Presumably mets masses affect this balance with more demand, and larger ones especially.
stu wrote:It’s kind of hard to tell with my mum how long her disease has been active in her lungs . She had a nodules show up in 2014 and a met removed in 2016 . Then we thought all nodules were benign and she was actually discharged during covid although she did have a few CEA spikes that went back down and still no evidence of growth . But since discharge they grew . Incidental spotting of them along with some lymph nodes in 2022 . Started treatment for them six months later when they grew to around 2cm but due to other circumstances just used Cetuximab for nine months . Shrank everything down . Lymph nodes disappeared and the 3 and 4 mm only grew 1 mm in six months .
She is off treatment as it’s now too toxic at her age but given her primary tumour was removed way back in 2010 her immune system seems to have been able to keep things in check with the odd intervention .
Compared to her liver mets the lung mets are so much slower growing for her . Her target tumour is now down to 1 cm and with the intervention has not changed in nearly a year .

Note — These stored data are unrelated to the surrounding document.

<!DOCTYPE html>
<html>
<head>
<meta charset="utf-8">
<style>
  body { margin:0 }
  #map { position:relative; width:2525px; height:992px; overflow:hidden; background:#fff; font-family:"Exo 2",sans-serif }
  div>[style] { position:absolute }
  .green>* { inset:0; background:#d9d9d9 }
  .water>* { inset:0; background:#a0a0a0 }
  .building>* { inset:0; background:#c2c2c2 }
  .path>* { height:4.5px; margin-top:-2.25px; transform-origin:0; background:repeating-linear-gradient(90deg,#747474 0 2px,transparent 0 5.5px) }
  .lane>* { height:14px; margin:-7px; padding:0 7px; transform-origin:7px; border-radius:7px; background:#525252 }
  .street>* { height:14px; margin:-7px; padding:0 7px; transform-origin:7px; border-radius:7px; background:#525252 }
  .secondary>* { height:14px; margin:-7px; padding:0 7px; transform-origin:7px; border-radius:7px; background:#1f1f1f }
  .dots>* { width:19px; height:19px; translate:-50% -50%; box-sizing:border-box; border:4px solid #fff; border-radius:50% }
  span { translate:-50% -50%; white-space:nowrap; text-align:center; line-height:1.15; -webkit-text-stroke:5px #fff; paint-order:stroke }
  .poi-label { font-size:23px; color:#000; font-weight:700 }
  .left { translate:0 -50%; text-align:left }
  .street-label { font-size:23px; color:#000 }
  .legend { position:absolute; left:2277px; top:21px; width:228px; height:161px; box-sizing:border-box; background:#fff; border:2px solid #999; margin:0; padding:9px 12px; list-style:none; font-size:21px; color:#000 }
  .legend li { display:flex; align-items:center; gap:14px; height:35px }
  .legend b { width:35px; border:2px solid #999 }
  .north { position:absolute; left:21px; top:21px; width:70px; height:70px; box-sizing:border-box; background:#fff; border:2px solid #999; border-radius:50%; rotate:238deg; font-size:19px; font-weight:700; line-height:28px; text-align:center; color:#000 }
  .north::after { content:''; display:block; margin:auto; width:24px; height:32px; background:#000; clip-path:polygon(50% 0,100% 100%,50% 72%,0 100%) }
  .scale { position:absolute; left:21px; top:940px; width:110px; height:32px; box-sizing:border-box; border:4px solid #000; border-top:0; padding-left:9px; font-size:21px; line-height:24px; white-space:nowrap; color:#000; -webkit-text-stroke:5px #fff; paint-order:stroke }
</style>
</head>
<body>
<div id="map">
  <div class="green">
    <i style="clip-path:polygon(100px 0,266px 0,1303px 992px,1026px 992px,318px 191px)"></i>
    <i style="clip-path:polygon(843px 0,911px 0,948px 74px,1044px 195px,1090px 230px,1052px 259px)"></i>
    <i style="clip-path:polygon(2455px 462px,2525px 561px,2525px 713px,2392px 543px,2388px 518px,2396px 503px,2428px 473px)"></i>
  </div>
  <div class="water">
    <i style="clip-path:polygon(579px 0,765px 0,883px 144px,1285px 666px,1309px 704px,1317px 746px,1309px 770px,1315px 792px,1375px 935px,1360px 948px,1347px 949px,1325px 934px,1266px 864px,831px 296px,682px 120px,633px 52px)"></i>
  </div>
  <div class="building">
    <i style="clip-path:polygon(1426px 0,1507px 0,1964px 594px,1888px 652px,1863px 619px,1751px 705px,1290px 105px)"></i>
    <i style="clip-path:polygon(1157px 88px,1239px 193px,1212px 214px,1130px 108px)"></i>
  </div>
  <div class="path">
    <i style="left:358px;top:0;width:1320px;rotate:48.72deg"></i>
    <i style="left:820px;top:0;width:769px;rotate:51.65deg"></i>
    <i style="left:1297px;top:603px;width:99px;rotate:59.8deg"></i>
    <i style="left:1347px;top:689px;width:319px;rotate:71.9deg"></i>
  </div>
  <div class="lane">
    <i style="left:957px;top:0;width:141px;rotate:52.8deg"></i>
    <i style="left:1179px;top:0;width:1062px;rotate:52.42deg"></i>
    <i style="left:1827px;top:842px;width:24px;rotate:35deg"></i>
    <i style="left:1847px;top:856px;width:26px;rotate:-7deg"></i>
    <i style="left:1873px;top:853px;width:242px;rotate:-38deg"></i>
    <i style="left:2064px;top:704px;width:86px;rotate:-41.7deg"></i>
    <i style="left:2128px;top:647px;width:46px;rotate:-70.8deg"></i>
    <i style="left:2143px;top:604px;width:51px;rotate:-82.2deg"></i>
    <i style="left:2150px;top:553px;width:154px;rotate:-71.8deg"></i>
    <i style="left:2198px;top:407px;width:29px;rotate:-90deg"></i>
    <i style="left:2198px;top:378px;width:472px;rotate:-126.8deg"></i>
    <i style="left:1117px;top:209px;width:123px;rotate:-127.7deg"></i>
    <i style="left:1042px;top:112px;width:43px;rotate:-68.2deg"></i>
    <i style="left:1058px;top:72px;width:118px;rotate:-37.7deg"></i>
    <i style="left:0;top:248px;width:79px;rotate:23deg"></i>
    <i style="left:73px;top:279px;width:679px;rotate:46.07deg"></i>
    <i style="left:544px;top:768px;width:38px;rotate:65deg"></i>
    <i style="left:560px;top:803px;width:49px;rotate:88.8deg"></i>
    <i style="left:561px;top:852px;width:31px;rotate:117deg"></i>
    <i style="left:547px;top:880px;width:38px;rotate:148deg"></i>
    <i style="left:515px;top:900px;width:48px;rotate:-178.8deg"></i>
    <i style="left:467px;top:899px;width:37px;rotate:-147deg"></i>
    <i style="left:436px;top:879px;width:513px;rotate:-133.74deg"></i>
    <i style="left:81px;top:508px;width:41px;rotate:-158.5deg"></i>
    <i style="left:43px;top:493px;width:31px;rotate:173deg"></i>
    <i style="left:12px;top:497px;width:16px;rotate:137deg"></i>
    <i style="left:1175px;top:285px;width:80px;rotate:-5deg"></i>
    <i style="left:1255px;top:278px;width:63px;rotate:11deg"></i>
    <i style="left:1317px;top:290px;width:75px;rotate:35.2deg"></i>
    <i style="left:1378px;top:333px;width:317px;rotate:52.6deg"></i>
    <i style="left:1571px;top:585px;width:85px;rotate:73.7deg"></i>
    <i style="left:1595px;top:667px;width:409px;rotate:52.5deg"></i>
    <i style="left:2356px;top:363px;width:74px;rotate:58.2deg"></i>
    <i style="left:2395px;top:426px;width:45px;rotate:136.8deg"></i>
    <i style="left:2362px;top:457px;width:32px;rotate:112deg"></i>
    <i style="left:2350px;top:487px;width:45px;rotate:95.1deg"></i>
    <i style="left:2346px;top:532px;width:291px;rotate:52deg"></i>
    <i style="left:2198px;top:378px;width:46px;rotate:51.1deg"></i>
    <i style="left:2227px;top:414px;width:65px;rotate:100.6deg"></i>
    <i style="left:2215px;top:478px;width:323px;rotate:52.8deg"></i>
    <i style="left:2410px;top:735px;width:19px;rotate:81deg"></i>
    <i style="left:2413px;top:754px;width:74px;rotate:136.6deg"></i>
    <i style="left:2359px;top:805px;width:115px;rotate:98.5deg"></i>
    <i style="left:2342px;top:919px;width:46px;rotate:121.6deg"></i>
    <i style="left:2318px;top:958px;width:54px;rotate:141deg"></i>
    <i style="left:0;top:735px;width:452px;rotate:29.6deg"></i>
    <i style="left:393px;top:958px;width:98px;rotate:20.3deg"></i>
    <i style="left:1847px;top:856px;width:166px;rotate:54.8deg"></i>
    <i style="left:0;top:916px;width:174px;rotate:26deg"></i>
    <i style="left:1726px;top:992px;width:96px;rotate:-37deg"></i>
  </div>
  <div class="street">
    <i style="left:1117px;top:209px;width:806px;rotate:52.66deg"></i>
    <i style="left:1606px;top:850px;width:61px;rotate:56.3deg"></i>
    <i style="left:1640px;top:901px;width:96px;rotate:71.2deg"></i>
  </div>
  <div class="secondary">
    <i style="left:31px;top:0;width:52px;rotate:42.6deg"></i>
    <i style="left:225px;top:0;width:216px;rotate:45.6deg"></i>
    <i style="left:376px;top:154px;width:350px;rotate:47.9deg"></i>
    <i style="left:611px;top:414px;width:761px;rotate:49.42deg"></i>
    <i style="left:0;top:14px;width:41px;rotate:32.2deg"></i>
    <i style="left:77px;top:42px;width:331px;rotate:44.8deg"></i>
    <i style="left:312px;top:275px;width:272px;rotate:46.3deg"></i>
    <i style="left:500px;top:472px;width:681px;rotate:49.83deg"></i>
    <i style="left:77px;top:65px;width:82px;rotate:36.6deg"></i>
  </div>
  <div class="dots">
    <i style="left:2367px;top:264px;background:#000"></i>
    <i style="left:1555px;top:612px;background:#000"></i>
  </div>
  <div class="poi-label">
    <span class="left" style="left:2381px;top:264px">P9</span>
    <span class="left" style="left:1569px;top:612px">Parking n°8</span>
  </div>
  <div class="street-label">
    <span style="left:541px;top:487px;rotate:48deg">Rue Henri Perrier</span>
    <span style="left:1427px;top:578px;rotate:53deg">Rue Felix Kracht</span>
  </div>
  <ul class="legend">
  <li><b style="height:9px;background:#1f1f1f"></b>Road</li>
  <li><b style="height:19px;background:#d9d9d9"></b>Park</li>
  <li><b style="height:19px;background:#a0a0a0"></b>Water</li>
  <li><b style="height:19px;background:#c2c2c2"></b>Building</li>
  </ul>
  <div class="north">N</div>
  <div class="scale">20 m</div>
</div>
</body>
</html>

Stu, have you tracked your mom's actual vitamin D blood levels? (really D3+K2+magnesium)
Immune related stasis and the body's "dissolving power" are affected by a lot of things, but inflammation and vitamin D levels are two things that can be directly measured, and treated. With my wife, removal of large stuff (surgeries 1 and 2) made it easier to reach the stasis and"dissolving" thresholds, growth of larger things made it tougher. So surgery #2 and addition of megavitamin D3+K2 were the events closest to my wife's liver nodules shrinking or disappearing, after Dr J. J. Prendergast's consult. Prendergast's position was that cancer nodules can shrink and disappear after some months of megavitamin D3+K2. (his 50,000 - 100,000 iu D3/day based treatment plan (without chemo), based on decades of research and experience, would peak patients at ~1200ng/mL(
!) vs 2 - 30 of most D3 naive cancer patients)
Also vitamin C and digestive (replacement) demands can go way up with age. My mom experienced huge pressure sores at nursing homes, despite specific attention even at high end places. So we arranged for a daily nurse and moved her long distance to our house. First thing, the nurse shoveled down 10,000 mg/d of vitamin C with digestive supplements; the pressure sores quickly disappeared long term.
I might note, that years later, some liver remanent needed megavitamin K2 + IV(C) + 5FU + celecoxib to get my wife's AFP (liver/cancer marker) to respond after 5+ doublings, then stabilize and remain inactive for my wife's CA199/AFP/CEA related biology(s).